When "toys" explode in Gaza

  • This is Doaa Yasseen. She's 11 years old and lives in Gaza City. She lost her right hand on 6 May 2015. Walking home from school, she spotted what she thought was a toy and picked it up. It turned out to be an unexploded device from past conflicts. The doctor told her family if she was not transferred to the hospital in Nablus, the amputation would be more severe. There, Doaa had eight surgical operations, and was in hospital for 52 days.
    CC BY-NC-ND / ICRC /J. Serrano Redondo
  • Doaa was one of the star students before the explosion. Her performance has suffered since then, although she's still a good student. “Writing with my left hand has been one of the hardest things for me,” says Doaa, sitting at her desk. “Her injury has had psychological consequences. It affects her self-confidence; she covers her right hand with a white gauze most of the time in the classroom,” says Noha, the school principal.
    CC BY-NC-ND / ICRC /J. Serrano Redondo
  • “When I came back to school I didn't want to play with my classmates. But they've all been very supportive and we still play together like we used to do,” says Doaa. When she was finally released from the hospital, the school exams had finished. The school organized a special committee for her to take the exams and, after passing them, she moved up to the fifth grade.
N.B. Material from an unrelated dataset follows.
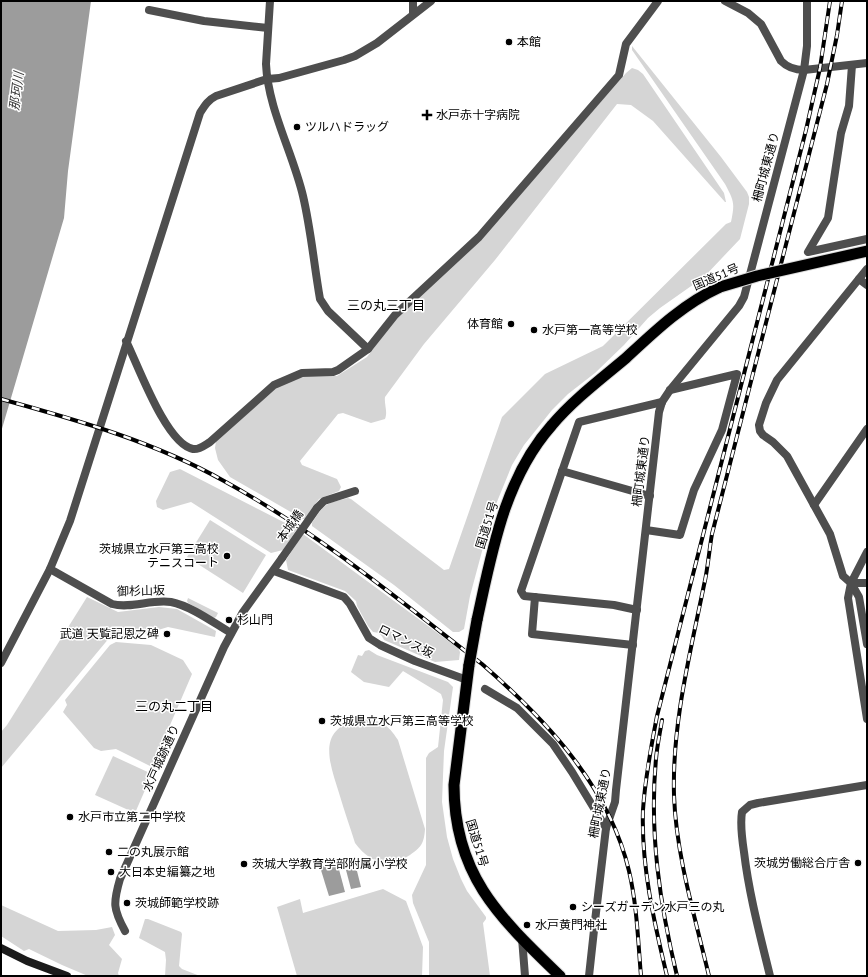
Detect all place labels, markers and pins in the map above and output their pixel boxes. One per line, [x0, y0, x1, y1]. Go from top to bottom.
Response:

    CC BY-NC-ND / ICRC /J. Serrano Redondo
  • “Doaa sometimes feels vulnerable and overwhelmed," says Fadwa, Doaa’s mother. "She asks me why it happened to her and she hides in her room when we have visitors. The whole family is supporting her. We don't have many savings and we don't earn much. But we bought her a tablet when she left the hospital. Her brothers understand that Doaa needs our attention."
    CC BY-NC-ND / ICRC /J. Serrano Redondo
  • Doaa first came into contact with the ICRC when they came to her school to talk about the dangers of unexploded remnants of war. These sessions aim to promote safe behaviour among students and teachers alike. When ICRC staff met Doaa and learnt about what had happened, they explained to her family that the Artificial Limbs and Polio Centre in Gaza City could fit her with an artificial hand.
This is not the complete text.